DATA SHOWN.
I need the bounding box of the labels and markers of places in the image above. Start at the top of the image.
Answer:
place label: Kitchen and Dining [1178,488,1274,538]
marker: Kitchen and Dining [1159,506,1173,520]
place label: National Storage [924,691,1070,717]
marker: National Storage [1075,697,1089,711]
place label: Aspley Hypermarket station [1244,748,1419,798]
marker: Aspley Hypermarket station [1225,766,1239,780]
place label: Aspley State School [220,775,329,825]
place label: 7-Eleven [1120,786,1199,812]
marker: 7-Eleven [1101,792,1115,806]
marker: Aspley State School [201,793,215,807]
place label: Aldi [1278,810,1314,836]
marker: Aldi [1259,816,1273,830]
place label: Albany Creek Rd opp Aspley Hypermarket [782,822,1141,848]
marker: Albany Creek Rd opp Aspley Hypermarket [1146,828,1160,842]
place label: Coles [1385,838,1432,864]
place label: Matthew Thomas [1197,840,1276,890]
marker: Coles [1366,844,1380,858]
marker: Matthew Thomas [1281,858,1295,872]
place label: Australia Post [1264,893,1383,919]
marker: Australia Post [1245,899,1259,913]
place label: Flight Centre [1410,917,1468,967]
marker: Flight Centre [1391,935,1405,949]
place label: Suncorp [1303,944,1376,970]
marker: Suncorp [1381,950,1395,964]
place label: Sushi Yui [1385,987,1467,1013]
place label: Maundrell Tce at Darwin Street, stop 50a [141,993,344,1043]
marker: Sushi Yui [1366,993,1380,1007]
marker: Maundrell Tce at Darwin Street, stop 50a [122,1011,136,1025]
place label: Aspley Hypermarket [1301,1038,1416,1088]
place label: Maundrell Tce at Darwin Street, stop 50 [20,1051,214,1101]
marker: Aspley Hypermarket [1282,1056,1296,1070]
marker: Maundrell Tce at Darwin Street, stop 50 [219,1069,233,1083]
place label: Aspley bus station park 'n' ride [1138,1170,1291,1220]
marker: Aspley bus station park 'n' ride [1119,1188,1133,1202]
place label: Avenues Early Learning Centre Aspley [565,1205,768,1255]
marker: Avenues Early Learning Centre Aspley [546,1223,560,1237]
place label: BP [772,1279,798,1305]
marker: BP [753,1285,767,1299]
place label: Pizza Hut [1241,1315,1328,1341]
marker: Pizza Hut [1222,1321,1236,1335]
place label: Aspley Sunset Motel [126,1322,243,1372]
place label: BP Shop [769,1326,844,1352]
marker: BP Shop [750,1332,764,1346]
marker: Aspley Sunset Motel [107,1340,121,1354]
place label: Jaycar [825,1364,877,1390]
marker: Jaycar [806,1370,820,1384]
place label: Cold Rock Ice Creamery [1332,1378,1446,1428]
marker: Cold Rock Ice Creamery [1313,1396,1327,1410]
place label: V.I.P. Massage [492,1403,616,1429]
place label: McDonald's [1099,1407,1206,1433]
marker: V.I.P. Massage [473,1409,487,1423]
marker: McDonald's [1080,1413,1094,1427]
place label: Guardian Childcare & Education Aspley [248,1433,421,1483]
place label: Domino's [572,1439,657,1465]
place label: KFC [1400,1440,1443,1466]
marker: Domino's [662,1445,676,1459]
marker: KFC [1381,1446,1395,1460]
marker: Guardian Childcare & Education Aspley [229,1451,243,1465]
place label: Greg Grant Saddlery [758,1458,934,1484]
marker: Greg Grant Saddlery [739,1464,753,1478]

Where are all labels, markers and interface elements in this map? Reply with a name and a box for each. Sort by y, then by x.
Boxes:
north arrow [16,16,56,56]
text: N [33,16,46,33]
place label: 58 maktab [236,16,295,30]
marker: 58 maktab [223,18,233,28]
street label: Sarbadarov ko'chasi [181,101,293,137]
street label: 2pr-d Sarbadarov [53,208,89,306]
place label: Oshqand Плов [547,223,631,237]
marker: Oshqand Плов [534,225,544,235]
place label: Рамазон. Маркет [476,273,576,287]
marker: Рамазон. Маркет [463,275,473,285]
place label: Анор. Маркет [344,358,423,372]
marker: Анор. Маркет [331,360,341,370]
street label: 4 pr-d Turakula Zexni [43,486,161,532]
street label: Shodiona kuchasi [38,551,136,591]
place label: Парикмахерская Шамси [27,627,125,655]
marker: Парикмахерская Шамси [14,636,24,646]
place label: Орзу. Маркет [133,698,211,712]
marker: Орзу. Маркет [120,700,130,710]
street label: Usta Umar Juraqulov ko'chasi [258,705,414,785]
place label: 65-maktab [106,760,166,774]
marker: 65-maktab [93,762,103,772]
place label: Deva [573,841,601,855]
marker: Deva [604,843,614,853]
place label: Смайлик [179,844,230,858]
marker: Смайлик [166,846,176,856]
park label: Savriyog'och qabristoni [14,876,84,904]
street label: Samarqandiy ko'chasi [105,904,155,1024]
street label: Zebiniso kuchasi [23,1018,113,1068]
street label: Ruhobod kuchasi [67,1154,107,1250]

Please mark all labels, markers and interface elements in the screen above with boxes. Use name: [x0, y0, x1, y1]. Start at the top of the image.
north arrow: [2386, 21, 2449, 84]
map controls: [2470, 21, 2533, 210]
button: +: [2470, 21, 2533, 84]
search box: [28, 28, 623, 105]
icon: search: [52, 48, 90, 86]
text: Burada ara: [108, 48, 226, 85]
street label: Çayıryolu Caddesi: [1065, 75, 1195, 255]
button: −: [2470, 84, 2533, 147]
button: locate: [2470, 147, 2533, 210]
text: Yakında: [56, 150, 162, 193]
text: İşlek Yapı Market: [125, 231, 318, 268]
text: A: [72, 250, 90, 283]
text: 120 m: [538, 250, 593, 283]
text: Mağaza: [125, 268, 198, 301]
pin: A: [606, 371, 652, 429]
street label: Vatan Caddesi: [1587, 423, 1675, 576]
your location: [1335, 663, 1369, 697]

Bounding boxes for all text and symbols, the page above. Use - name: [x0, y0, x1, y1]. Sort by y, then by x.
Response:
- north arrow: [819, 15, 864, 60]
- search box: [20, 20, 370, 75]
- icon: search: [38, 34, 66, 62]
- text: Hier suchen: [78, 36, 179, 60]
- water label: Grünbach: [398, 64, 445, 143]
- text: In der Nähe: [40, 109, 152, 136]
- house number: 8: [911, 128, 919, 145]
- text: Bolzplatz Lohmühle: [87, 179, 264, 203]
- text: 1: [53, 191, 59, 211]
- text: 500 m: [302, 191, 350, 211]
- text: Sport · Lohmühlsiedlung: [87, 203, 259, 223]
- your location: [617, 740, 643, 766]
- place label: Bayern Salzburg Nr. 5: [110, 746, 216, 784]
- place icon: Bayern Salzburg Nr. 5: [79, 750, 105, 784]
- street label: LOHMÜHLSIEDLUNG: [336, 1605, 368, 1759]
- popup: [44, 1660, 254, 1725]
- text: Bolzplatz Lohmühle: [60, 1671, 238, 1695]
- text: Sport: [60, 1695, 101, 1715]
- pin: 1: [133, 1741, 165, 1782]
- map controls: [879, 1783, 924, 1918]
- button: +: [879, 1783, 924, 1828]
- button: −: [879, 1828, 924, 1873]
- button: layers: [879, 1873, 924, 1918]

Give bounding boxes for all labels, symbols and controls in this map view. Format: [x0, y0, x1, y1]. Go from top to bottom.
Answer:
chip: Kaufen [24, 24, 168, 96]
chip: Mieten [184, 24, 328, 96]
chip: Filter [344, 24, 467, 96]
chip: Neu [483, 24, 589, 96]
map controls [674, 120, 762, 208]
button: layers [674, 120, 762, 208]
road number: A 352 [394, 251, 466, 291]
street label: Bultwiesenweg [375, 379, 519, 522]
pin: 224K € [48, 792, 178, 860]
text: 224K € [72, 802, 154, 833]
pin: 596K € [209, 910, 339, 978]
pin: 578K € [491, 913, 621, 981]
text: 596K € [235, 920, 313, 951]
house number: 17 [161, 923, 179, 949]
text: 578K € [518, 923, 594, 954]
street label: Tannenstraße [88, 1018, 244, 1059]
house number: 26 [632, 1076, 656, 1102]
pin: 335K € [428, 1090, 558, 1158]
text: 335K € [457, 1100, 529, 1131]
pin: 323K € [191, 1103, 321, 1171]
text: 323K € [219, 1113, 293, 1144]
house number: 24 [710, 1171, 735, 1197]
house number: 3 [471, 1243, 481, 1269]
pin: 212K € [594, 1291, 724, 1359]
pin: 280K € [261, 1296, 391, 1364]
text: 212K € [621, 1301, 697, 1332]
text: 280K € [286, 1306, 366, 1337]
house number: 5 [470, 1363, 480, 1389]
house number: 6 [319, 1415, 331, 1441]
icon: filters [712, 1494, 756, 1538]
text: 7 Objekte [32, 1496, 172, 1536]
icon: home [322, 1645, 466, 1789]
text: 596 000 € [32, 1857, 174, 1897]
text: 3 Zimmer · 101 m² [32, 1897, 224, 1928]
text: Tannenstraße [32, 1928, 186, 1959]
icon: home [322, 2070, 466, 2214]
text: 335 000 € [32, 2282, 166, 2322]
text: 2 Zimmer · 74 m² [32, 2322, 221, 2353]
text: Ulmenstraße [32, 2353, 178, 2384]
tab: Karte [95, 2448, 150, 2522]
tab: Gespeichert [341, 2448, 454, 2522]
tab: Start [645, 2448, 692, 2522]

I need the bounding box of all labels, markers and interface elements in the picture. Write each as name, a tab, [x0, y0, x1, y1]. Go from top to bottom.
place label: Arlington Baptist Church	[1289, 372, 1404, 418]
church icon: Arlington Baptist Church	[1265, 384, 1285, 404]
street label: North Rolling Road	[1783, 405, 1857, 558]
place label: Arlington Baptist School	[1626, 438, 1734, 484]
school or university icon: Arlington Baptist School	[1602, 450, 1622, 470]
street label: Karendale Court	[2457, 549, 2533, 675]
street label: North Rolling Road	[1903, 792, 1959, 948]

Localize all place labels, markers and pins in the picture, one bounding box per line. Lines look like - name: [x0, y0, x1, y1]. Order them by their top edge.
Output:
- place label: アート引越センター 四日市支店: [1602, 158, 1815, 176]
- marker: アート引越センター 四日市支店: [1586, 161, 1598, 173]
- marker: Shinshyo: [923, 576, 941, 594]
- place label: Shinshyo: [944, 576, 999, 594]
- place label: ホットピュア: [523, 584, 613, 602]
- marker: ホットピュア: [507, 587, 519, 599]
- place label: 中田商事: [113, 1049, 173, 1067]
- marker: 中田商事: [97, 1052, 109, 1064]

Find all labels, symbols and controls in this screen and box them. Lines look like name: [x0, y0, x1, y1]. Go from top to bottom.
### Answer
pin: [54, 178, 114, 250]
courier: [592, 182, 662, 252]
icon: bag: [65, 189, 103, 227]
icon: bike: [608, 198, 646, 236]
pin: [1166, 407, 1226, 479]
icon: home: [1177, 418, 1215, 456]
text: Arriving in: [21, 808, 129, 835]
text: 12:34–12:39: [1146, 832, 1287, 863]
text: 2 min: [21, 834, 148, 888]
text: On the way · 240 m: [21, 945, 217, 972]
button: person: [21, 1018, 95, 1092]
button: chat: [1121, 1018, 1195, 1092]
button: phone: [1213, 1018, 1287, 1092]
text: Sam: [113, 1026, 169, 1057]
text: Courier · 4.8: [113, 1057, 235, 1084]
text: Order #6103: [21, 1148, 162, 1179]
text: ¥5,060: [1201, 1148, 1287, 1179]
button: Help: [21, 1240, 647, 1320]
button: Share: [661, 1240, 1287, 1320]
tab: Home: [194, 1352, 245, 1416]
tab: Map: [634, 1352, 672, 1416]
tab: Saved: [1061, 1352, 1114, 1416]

WORK TASK.
Everything in the material above from the line that has "Please mark all" through the line that has "Bounding boxes for all text" must be duplicated exactly, with no other lines given.

RESULT OF THIS TASK.
Please mark all labels, markers and interface elements in the screen above with boxes. Use name: [x0, y0, x1, y1]. Start at the top of the image.
north arrow: [2386, 21, 2449, 84]
map controls: [2470, 21, 2533, 210]
button: +: [2470, 21, 2533, 84]
search box: [28, 28, 623, 105]
icon: search: [52, 48, 90, 86]
text: Burada ara: [108, 48, 226, 85]
street label: Çayıryolu Caddesi: [1065, 75, 1195, 255]
button: −: [2470, 84, 2533, 147]
button: locate: [2470, 147, 2533, 210]
text: Yakında: [56, 150, 162, 193]
text: İşlek Yapı Market: [125, 231, 318, 268]
text: A: [72, 250, 90, 283]
text: 120 m: [538, 250, 593, 283]
text: Mağaza: [125, 268, 198, 301]
pin: A: [606, 371, 652, 429]
street label: Vatan Caddesi: [1587, 423, 1675, 576]
your location: [1335, 663, 1369, 697]

Bounding boxes for all text and symbols, the page above. Use - name: [x0, y0, x1, y1]. Sort by y, then by x.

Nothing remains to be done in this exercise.